It seems to me like this discussion has gotten too far into either/or "winning". The prevalance of encodings in mathematics and logic (e.g. encoding the concept of pairing in set theory by defining (a, b) to be the set {{a}, {a, b}}, the double negation encoding of classical logic inside intuitionist logic, et cetera) means that the things we point to as "foundations" such as the ZF axioms for set theory are not actually foundational, in the sense of necessary and supporting. ZF is one possible system which is sufficiently strong to encode the things that we want to do. There are many other systems which are also sufficiently strong, and getting multiple perspectives on a topic by starting from different alternative "foundations" is probably a good thing. You do not have to choose just one!
Another way to look at it is - the things that we call foundations of mathematics are like the Planck length - yes, according to our current best theory, that's the smallest, most basic element. However, that doesn't mean it is stable; rather, it's cutting edge (admittedly, Planck length is more at the cutting edge of physics than foundations of mathematics are at a cutting edge of mathematics). The stable things are more like cubits and inches - central, human-scale "theorems" such that if a new alternative foundation of mathematics contradicted them, we would throw away the foundation rather than the theorem. Some candidate "cubit" or "inch" theorems (really, arguments) might be the infinitude of primes, or the irrationality of the square root of 2.

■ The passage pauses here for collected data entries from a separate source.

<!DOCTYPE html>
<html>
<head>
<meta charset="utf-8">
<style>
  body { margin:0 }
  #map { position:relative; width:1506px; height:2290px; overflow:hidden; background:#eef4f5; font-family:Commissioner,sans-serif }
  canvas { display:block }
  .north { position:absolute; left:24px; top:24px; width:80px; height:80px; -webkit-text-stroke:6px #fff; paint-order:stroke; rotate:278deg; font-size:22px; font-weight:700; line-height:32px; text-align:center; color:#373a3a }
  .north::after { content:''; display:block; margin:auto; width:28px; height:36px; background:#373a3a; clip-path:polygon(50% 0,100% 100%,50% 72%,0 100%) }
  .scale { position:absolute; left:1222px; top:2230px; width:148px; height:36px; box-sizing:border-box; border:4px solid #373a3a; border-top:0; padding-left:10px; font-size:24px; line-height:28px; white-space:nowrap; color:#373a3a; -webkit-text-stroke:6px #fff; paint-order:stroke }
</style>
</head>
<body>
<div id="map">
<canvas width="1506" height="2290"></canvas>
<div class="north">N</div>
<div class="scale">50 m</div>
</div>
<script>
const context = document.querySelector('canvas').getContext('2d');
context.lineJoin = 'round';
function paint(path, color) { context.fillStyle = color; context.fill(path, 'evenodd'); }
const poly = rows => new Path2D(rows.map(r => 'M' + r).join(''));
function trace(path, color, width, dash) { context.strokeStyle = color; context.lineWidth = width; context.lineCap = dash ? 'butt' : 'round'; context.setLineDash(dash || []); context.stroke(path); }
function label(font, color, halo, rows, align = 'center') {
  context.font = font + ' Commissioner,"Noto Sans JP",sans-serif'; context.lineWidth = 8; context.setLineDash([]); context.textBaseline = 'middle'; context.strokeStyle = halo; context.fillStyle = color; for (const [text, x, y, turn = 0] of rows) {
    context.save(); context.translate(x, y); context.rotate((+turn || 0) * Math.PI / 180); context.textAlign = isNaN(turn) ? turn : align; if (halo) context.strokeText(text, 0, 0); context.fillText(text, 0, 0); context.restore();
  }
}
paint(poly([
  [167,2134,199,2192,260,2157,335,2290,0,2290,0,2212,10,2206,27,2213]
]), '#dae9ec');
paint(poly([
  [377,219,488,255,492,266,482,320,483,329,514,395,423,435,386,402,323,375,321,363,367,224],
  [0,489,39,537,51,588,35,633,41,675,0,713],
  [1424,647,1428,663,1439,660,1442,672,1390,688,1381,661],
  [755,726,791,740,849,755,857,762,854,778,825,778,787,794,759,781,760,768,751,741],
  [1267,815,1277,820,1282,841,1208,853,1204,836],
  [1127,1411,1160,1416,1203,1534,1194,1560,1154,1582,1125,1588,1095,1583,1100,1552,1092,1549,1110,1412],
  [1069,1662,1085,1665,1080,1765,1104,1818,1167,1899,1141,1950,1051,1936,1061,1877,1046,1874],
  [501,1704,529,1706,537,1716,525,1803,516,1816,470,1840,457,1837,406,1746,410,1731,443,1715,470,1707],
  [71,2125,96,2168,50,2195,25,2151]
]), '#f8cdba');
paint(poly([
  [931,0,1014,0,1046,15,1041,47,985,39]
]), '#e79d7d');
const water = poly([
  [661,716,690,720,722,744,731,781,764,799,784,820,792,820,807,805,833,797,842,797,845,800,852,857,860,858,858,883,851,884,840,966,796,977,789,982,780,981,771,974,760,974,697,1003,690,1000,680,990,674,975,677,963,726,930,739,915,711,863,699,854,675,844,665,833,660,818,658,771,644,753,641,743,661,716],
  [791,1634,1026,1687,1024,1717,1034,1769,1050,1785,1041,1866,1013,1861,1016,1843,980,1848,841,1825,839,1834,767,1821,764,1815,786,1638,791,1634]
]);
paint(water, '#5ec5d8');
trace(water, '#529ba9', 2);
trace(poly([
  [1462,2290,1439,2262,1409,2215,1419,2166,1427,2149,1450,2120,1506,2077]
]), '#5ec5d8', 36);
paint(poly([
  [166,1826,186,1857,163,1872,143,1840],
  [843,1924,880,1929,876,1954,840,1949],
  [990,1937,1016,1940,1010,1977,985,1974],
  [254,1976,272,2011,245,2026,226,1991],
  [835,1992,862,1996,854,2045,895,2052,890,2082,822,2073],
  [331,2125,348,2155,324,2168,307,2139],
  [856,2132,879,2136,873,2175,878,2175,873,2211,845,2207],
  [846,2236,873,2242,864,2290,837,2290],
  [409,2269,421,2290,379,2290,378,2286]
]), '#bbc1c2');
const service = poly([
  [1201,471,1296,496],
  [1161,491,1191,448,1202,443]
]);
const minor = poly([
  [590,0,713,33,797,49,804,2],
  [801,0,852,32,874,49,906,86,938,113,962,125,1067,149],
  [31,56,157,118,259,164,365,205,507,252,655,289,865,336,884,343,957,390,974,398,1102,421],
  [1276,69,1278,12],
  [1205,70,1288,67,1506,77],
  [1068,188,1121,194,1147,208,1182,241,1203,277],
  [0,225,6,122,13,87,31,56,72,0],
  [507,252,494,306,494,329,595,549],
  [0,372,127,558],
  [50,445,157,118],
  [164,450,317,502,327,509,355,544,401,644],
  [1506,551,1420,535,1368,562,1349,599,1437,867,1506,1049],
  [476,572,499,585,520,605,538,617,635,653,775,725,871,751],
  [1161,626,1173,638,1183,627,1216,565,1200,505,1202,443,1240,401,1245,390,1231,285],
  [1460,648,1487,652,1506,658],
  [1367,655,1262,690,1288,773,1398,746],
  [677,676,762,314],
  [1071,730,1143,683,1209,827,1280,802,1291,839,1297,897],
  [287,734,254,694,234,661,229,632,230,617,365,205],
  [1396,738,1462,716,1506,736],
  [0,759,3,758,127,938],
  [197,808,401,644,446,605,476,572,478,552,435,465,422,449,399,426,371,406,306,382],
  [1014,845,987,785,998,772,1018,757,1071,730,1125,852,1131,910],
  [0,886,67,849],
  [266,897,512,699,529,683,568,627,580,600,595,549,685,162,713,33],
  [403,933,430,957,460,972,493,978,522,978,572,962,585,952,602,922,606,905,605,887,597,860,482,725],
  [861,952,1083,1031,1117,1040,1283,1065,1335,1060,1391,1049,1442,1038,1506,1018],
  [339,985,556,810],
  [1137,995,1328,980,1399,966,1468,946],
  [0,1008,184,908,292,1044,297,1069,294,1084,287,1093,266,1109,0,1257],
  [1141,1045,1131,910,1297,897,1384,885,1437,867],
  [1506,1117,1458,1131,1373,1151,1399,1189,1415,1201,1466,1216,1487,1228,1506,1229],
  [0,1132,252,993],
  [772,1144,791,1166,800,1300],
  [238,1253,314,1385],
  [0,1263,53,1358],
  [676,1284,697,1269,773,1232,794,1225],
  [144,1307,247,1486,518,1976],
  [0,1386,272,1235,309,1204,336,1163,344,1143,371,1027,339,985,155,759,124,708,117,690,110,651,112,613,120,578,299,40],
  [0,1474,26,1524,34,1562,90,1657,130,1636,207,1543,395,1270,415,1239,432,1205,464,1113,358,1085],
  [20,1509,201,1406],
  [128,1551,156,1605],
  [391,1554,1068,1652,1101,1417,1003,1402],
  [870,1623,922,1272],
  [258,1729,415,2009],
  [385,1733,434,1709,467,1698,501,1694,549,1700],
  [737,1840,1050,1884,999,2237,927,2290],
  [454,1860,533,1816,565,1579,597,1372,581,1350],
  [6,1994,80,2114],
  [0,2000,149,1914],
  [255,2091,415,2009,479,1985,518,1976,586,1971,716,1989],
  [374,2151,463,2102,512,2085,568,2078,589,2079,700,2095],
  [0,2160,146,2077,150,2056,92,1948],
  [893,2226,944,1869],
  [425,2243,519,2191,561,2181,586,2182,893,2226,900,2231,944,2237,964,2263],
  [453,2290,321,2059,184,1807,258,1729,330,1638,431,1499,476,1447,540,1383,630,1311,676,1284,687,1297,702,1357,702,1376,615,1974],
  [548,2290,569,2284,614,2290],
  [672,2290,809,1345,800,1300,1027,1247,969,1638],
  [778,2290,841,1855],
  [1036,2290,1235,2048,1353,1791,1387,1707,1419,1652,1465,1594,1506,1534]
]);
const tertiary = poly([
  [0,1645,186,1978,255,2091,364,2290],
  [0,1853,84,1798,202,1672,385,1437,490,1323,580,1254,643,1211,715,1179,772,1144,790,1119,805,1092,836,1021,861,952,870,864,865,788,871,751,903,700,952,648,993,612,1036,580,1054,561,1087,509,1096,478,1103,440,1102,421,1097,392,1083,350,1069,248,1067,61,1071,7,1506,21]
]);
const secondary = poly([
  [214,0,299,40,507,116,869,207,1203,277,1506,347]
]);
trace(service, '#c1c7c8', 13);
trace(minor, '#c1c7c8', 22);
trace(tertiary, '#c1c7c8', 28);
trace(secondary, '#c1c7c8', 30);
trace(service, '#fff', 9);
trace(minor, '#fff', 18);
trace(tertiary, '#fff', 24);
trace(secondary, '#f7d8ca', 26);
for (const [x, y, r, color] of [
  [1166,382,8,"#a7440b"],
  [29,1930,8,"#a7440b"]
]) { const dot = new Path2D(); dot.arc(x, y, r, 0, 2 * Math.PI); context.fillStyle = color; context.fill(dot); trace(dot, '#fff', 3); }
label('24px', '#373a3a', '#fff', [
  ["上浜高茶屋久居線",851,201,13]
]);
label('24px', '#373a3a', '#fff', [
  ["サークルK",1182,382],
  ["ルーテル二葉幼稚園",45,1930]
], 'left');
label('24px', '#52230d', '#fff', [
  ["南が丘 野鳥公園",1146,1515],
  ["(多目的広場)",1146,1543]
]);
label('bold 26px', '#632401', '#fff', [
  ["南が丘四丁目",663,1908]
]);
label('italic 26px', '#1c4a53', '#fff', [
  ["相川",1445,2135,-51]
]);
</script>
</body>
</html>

Friedman and Simpson have a program of "Reverse Mathematics", studying in what way facts that we normally think of as theorems, like the Heine-Borel theorem, pin down things that we normally think of as logic axioms, such as induction schemas. I really think that Simpson's paper "Partial Realizations of Hilbert's Program" is insightful and helpful to this discussion: http://www.math.psu.edu/simpson/papers/hilbert.ps
Lakatos's "Proofs and Refutations" is also helpful, explaining in what sense a flawed and/or informal argument is helpful - Note that Lakatos calls arguments proofs, even when they're flawed and/or informal, implicitly suggesting that everyone calls their arguments proofs until the flaws are pointed out. I understand he retreated from that philosophical position later in life, but that pre-retreat philosophical position might still be tenable.
I agree that we should weigh possible foundations against desired results and respect multiple possibilities as you say. However, we need a formalization of this. It might be that 1st order vs 2nd order is not important. I would suggest, however, that the puzzle I presented in the post is important. The proof-theoretic structure of 1st vs 2nd order might not be a big deal. (A learning system which prefers compact first-order theories can learn the desired many-sorted logic.) The structure of reasonable probabilistic beliefs over these two domains, though, is another thing yet! (A learner which prefers compact first-order theories cannot mimic the desired behavior which I described.)
You won't automatically get the desired behavior by constructing some sort of intuitive learner based on informal principles. So, we need to discuss formalism.
Abram,
After coming to believe that ZF's smallest infinite set closed under succession describes time, why do you not expect to possibly see a Turing machine proving ZF inconsistent? In other words, as you invent stronger mathematical theories, why do you automatically expect there to be fewer and fewer possible times? Why not just generalize PA to describe time and stay there?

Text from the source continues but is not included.